EXTRACTED ENTRIES:
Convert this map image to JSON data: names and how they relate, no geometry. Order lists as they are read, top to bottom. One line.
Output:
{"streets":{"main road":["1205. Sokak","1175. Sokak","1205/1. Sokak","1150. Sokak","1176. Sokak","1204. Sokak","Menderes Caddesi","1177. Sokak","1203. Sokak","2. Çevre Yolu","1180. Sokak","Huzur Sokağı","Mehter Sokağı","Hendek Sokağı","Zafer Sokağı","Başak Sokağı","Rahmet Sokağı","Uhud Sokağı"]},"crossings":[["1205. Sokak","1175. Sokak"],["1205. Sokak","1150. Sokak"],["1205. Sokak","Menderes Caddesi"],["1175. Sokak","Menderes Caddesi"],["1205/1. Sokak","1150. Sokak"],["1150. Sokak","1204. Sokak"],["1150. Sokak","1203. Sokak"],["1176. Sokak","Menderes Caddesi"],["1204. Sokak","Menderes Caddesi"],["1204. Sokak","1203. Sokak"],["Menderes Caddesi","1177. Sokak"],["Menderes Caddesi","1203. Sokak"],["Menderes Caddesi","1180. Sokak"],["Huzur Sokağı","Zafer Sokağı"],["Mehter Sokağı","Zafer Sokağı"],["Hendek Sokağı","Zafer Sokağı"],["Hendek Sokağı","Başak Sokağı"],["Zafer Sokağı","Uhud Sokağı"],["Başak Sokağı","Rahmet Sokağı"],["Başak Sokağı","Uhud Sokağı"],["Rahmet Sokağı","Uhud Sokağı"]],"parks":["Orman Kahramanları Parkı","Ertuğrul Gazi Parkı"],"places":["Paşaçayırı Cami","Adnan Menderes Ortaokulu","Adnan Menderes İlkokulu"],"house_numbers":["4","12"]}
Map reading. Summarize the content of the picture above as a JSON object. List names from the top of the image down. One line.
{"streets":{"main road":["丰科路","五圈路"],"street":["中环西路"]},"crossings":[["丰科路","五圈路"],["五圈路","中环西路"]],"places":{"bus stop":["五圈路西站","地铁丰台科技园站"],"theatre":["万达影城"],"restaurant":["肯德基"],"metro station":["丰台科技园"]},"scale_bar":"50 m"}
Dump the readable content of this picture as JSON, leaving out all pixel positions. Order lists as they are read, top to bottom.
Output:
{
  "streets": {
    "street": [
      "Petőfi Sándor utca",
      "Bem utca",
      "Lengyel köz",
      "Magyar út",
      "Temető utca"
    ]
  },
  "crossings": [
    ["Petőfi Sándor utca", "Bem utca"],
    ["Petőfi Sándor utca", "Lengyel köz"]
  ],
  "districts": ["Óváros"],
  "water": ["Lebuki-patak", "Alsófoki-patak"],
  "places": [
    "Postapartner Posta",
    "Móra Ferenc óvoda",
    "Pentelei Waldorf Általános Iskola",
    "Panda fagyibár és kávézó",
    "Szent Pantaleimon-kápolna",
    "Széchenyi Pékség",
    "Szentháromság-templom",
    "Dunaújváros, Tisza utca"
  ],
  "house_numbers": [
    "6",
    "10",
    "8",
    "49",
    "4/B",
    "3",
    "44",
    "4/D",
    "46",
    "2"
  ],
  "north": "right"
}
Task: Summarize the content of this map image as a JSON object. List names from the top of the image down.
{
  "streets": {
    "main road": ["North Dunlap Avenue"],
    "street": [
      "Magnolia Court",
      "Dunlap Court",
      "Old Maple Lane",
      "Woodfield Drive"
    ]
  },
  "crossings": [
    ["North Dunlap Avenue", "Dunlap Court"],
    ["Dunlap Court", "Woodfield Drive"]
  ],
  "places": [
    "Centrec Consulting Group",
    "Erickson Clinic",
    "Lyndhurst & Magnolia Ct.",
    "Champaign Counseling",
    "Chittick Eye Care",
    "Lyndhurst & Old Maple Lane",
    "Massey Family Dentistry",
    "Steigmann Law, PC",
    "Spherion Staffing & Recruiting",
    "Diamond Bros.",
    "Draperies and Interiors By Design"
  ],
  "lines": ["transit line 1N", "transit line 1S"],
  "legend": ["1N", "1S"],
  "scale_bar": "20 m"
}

INSTRUCTIONS FOR THE TASK:
Take the entries and print them exactly. Keep every line.

ANSWER SPACE:
Convert this map image to JSON data: names and how they relate, no geometry. Order lists as they are read, top to bottom. One line.
Output:
{"streets":{"main road":["1205. Sokak","1175. Sokak","1205/1. Sokak","1150. Sokak","1176. Sokak","1204. Sokak","Menderes Caddesi","1177. Sokak","1203. Sokak","2. Çevre Yolu","1180. Sokak","Huzur Sokağı","Mehter Sokağı","Hendek Sokağı","Zafer Sokağı","Başak Sokağı","Rahmet Sokağı","Uhud Sokağı"]},"crossings":[["1205. Sokak","1175. Sokak"],["1205. Sokak","1150. Sokak"],["1205. Sokak","Menderes Caddesi"],["1175. Sokak","Menderes Caddesi"],["1205/1. Sokak","1150. Sokak"],["1150. Sokak","1204. Sokak"],["1150. Sokak","1203. Sokak"],["1176. Sokak","Menderes Caddesi"],["1204. Sokak","Menderes Caddesi"],["1204. Sokak","1203. Sokak"],["Menderes Caddesi","1177. Sokak"],["Menderes Caddesi","1203. Sokak"],["Menderes Caddesi","1180. Sokak"],["Huzur Sokağı","Zafer Sokağı"],["Mehter Sokağı","Zafer Sokağı"],["Hendek Sokağı","Zafer Sokağı"],["Hendek Sokağı","Başak Sokağı"],["Zafer Sokağı","Uhud Sokağı"],["Başak Sokağı","Rahmet Sokağı"],["Başak Sokağı","Uhud Sokağı"],["Rahmet Sokağı","Uhud Sokağı"]],"parks":["Orman Kahramanları Parkı","Ertuğrul Gazi Parkı"],"places":["Paşaçayırı Cami","Adnan Menderes Ortaokulu","Adnan Menderes İlkokulu"],"house_numbers":["4","12"]}
Map reading. Summarize the content of the picture above as a JSON object. List names from the top of the image down. One line.
{"streets":{"main road":["丰科路","五圈路"],"street":["中环西路"]},"crossings":[["丰科路","五圈路"],["五圈路","中环西路"]],"places":{"bus stop":["五圈路西站","地铁丰台科技园站"],"theatre":["万达影城"],"restaurant":["肯德基"],"metro station":["丰台科技园"]},"scale_bar":"50 m"}
Dump the readable content of this picture as JSON, leaving out all pixel positions. Order lists as they are read, top to bottom.
Output:
{
  "streets": {
    "street": [
      "Petőfi Sándor utca",
      "Bem utca",
      "Lengyel köz",
      "Magyar út",
      "Temető utca"
    ]
  },
  "crossings": [
    ["Petőfi Sándor utca", "Bem utca"],
    ["Petőfi Sándor utca", "Lengyel köz"]
  ],
  "districts": ["Óváros"],
  "water": ["Lebuki-patak", "Alsófoki-patak"],
  "places": [
    "Postapartner Posta",
    "Móra Ferenc óvoda",
    "Pentelei Waldorf Általános Iskola",
    "Panda fagyibár és kávézó",
    "Szent Pantaleimon-kápolna",
    "Széchenyi Pékség",
    "Szentháromság-templom",
    "Dunaújváros, Tisza utca"
  ],
  "house_numbers": [
    "6",
    "10",
    "8",
    "49",
    "4/B",
    "3",
    "44",
    "4/D",
    "46",
    "2"
  ],
  "north": "right"
}
Task: Summarize the content of this map image as a JSON object. List names from the top of the image down.
{
  "streets": {
    "main road": ["North Dunlap Avenue"],
    "street": [
      "Magnolia Court",
      "Dunlap Court",
      "Old Maple Lane",
      "Woodfield Drive"
    ]
  },
  "crossings": [
    ["North Dunlap Avenue", "Dunlap Court"],
    ["Dunlap Court", "Woodfield Drive"]
  ],
  "places": [
    "Centrec Consulting Group",
    "Erickson Clinic",
    "Lyndhurst & Magnolia Ct.",
    "Champaign Counseling",
    "Chittick Eye Care",
    "Lyndhurst & Old Maple Lane",
    "Massey Family Dentistry",
    "Steigmann Law, PC",
    "Spherion Staffing & Recruiting",
    "Diamond Bros.",
    "Draperies and Interiors By Design"
  ],
  "lines": ["transit line 1N", "transit line 1S"],
  "legend": ["1N", "1S"],
  "scale_bar": "20 m"
}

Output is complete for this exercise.